Sorry, no bad science trashing this week – a bit of scientific historical rambling instead, reflecting another of my part-time interests. Probably too serious, too. I blame the clocks going back – pesky SAD.
The recent plethora of (often rather good) TV and radio programmes commemorating the 90th anniversary of the end of World War One set me to thinking this week.
What is the link between the WW1 trenches, a best-selling modern novel and a pretty good film, and the history of double-blind trials?
The answer is a man – William Halse Rivers FRS (1864-1922), Gold Medallist and Croonian Lecturer of the Royal Society, scientist, ethnographer, founding father of British anthropology, psychology and psychotherapy, Cambridge don, physician, wartime Royal Army Medical Corps doctor and author of a key early account [1] of treating ”war neurosis” – shell shock as they might have said then, post-traumatic stress disorder (PTSD) as we would say now.
Rivers died comparatively young (58), from an acutely ischaemic bowel.
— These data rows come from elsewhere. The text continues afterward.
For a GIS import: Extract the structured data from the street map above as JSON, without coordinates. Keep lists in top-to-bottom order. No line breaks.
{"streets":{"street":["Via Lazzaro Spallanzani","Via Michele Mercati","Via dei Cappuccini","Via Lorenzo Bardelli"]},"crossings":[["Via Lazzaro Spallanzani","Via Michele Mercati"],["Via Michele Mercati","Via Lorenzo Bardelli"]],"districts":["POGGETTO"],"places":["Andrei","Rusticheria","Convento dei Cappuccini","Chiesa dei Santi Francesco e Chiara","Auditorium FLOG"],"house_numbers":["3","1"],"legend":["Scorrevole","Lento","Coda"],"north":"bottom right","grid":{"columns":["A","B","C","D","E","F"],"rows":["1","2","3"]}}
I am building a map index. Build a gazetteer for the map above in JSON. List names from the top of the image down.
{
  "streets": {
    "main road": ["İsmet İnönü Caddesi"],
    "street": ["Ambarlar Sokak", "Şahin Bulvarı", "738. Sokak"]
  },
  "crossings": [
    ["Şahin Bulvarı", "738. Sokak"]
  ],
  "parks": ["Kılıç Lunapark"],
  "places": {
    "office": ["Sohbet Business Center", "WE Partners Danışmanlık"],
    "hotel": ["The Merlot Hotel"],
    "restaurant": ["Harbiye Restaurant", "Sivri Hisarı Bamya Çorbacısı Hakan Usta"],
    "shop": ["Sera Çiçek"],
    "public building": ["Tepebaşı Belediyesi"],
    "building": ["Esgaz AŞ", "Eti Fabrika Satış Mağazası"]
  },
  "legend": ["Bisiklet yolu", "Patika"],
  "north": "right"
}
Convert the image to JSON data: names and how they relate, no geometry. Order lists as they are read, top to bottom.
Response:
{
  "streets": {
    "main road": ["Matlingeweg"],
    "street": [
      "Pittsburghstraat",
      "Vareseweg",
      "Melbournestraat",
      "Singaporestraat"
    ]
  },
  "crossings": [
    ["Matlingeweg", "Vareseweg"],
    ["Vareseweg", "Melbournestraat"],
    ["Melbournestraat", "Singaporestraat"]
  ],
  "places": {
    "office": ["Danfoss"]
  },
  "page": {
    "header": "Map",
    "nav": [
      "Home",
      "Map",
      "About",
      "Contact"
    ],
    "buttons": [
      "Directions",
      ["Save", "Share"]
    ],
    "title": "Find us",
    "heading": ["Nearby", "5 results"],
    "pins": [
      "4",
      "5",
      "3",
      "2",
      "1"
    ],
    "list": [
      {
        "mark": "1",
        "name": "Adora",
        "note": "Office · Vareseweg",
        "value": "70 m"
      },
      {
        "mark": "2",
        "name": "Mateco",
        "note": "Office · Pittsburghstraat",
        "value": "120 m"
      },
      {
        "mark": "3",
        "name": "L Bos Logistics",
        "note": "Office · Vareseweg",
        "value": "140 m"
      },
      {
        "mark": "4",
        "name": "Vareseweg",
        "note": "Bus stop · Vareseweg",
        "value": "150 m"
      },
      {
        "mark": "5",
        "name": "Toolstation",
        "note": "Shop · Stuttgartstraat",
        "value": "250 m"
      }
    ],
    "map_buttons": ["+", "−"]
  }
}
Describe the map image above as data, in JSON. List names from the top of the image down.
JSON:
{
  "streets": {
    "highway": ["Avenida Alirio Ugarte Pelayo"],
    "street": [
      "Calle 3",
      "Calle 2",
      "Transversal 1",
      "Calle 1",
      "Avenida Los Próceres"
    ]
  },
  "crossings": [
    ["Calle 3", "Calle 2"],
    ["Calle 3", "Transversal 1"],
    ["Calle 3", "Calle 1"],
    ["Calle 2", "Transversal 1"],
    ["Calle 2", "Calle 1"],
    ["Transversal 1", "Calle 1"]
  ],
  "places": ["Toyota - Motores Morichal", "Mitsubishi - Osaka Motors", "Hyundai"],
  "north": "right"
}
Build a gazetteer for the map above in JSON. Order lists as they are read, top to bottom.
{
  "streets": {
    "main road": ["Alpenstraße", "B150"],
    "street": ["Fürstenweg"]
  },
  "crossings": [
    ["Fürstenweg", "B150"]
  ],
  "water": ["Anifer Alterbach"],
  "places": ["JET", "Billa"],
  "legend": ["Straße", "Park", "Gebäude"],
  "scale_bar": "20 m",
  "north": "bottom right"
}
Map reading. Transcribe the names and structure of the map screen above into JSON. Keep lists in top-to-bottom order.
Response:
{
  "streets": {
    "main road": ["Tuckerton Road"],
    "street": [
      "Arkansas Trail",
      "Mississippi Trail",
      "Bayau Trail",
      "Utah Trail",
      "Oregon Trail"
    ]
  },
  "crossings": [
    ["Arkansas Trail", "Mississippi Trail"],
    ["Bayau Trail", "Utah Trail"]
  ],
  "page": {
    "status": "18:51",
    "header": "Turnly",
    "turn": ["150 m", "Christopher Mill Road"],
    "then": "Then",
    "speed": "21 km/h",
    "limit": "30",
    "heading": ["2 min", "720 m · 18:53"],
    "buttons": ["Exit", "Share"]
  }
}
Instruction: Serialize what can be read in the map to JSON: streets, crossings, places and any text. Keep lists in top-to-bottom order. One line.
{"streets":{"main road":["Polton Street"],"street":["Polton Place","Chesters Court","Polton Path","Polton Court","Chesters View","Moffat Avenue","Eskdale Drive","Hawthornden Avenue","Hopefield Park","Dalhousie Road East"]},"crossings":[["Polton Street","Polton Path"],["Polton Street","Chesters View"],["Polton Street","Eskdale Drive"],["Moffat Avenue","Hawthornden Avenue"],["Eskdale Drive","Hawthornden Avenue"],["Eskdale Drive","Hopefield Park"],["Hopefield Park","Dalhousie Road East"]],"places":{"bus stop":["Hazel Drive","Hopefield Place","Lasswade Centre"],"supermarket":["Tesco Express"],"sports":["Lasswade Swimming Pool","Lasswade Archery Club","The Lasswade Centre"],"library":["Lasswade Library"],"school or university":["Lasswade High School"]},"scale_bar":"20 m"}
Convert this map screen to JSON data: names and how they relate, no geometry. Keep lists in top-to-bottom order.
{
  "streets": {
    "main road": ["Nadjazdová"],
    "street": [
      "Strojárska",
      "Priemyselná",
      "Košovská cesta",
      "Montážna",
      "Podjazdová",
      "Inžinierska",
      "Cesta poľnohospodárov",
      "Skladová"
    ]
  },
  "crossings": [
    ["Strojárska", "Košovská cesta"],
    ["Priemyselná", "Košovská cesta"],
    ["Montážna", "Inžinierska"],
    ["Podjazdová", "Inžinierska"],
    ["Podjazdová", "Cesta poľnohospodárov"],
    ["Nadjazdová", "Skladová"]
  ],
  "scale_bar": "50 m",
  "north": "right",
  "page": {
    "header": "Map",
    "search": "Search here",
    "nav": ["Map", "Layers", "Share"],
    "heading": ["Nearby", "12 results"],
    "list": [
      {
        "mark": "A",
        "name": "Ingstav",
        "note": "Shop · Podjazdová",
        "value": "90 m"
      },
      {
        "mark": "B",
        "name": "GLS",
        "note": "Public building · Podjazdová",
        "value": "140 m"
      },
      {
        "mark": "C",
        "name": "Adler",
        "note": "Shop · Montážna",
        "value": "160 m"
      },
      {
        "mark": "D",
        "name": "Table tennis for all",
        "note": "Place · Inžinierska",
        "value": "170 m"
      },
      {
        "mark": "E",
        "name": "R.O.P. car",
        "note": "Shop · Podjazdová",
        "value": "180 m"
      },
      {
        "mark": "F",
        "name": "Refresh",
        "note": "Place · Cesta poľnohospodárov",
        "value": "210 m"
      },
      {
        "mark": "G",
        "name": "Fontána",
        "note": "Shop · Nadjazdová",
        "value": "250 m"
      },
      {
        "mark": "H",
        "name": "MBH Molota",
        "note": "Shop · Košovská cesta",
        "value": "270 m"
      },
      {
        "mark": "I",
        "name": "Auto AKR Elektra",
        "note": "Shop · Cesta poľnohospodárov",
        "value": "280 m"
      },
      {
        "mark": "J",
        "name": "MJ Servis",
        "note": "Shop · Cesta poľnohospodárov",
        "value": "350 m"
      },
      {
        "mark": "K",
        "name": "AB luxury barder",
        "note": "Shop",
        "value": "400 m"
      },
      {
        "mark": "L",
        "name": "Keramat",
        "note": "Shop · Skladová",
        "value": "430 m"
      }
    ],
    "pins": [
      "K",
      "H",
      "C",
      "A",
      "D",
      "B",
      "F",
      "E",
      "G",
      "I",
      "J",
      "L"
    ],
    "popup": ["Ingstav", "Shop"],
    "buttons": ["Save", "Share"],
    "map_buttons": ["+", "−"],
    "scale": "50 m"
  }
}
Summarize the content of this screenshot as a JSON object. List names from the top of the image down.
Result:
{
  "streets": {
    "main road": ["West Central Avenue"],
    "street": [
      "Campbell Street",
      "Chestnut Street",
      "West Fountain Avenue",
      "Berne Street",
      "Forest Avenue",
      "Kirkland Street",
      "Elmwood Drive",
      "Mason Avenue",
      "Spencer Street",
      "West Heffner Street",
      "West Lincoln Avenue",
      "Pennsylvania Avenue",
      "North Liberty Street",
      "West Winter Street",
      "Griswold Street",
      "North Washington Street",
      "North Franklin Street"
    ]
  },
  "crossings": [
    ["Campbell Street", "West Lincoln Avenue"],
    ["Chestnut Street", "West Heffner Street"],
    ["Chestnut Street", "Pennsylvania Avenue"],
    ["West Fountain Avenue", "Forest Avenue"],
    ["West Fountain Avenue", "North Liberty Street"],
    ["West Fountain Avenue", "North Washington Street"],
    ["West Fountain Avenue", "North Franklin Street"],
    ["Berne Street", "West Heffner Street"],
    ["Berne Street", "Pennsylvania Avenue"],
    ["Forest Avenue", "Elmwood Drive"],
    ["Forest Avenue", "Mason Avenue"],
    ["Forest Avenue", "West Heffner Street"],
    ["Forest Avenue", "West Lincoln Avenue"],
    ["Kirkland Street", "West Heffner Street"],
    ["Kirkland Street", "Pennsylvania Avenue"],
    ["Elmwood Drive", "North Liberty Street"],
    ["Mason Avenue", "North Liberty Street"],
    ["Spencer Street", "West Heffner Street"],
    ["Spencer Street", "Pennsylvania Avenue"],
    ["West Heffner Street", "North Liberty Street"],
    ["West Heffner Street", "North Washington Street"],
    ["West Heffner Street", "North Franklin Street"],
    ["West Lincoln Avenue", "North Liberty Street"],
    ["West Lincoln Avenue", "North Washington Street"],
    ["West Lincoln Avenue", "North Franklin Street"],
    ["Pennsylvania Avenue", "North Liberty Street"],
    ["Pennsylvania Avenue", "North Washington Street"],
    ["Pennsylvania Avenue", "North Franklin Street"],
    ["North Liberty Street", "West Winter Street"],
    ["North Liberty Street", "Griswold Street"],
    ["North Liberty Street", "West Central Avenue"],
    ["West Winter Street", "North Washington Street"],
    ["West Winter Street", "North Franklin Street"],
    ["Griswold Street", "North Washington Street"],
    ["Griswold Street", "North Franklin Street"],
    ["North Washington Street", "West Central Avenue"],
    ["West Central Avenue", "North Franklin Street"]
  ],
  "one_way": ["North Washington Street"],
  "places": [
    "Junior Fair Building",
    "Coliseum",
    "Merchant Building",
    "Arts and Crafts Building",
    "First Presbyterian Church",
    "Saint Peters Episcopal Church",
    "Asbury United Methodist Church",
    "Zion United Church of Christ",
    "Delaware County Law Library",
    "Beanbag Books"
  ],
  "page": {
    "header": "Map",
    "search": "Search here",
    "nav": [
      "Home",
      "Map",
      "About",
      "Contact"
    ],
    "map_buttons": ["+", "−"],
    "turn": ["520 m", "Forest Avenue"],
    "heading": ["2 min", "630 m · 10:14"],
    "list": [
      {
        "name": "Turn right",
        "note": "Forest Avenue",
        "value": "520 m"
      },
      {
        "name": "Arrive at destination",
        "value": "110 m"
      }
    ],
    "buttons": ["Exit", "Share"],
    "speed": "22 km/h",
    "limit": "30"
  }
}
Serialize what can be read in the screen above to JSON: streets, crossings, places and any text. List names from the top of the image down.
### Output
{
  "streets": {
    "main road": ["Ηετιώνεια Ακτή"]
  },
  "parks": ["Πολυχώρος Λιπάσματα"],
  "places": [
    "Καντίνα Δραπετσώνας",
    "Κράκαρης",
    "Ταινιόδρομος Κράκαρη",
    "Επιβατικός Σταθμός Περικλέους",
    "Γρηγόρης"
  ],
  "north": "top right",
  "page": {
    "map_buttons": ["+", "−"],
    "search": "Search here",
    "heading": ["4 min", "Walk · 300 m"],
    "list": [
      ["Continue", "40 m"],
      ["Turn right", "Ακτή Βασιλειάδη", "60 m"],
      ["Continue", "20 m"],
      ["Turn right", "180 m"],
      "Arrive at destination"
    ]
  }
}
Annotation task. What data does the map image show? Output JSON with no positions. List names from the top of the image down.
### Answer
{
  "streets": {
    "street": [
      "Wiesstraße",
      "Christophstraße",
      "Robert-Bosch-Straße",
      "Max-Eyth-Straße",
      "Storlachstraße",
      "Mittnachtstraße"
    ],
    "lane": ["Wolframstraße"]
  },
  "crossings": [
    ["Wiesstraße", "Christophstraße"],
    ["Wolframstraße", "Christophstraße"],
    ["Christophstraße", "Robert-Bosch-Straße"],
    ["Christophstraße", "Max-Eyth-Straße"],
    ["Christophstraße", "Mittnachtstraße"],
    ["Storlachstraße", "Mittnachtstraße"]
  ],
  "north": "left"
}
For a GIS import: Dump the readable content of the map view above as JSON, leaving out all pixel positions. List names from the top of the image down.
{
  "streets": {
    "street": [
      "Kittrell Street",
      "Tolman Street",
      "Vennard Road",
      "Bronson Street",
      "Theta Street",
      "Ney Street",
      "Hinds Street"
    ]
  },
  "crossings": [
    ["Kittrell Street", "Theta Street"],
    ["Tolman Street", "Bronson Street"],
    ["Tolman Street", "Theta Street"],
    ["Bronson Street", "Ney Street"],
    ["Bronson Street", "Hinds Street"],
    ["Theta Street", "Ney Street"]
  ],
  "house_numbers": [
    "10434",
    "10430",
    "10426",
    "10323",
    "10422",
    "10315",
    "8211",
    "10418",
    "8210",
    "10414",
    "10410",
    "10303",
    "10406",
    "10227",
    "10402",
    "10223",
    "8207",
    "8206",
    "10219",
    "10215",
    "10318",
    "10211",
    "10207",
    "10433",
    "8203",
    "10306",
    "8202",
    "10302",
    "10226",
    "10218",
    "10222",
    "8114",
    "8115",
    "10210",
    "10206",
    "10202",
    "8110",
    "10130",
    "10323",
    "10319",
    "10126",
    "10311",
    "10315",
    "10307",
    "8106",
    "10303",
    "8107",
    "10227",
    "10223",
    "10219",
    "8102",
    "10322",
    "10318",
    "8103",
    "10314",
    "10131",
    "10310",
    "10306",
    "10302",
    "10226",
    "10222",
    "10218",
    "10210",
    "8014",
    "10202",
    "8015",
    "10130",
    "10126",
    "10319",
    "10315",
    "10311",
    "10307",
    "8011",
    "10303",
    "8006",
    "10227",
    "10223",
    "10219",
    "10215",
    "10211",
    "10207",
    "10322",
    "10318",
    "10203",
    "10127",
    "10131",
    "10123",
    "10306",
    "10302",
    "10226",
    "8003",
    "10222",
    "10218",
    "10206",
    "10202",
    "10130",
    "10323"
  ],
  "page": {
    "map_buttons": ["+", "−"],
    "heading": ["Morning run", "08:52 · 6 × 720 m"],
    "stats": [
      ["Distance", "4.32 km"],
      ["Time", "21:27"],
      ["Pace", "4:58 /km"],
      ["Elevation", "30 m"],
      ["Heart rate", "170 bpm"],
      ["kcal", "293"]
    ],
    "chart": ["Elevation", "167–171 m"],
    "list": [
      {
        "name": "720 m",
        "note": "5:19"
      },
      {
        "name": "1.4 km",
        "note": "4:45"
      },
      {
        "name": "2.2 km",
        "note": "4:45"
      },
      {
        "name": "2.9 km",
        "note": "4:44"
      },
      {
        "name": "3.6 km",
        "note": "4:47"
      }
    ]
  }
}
He fell ill while alone, and by the time he was discovered it was too late to operate. He was much mourned by his scientific colleagues – for instance, the then President of the Royal Society, the Nobel Laureate Charles Sherrington, referred to Rivers’ death as “cutting short in the fullness of his activity and powers a psychologist and ethnologist of exceptional significance”. Rivers was also mourned by the many young officers with “war neurosis” who he had helped at the Craiglockhart War Hospital near Edinburgh, notable among them the writer and poet Siegfried Sassoon. It is this episode in Rivers’ and Sassoon’s lives that has made Rivers famous again. Their relationship as doctor and patient features centrally in Pat Barker’s novel Regeneration.(1991) and the 1997 film of the same name, aired again recently on the BBC digital channels, in which Jonathan Pryce portrays Rivers.
[The book and film also portray Sassoon’s friendship with another Craiglockhart patient, the war poet Wilfred_Owen. There is a good interview with Pat Barker which discusses her work here]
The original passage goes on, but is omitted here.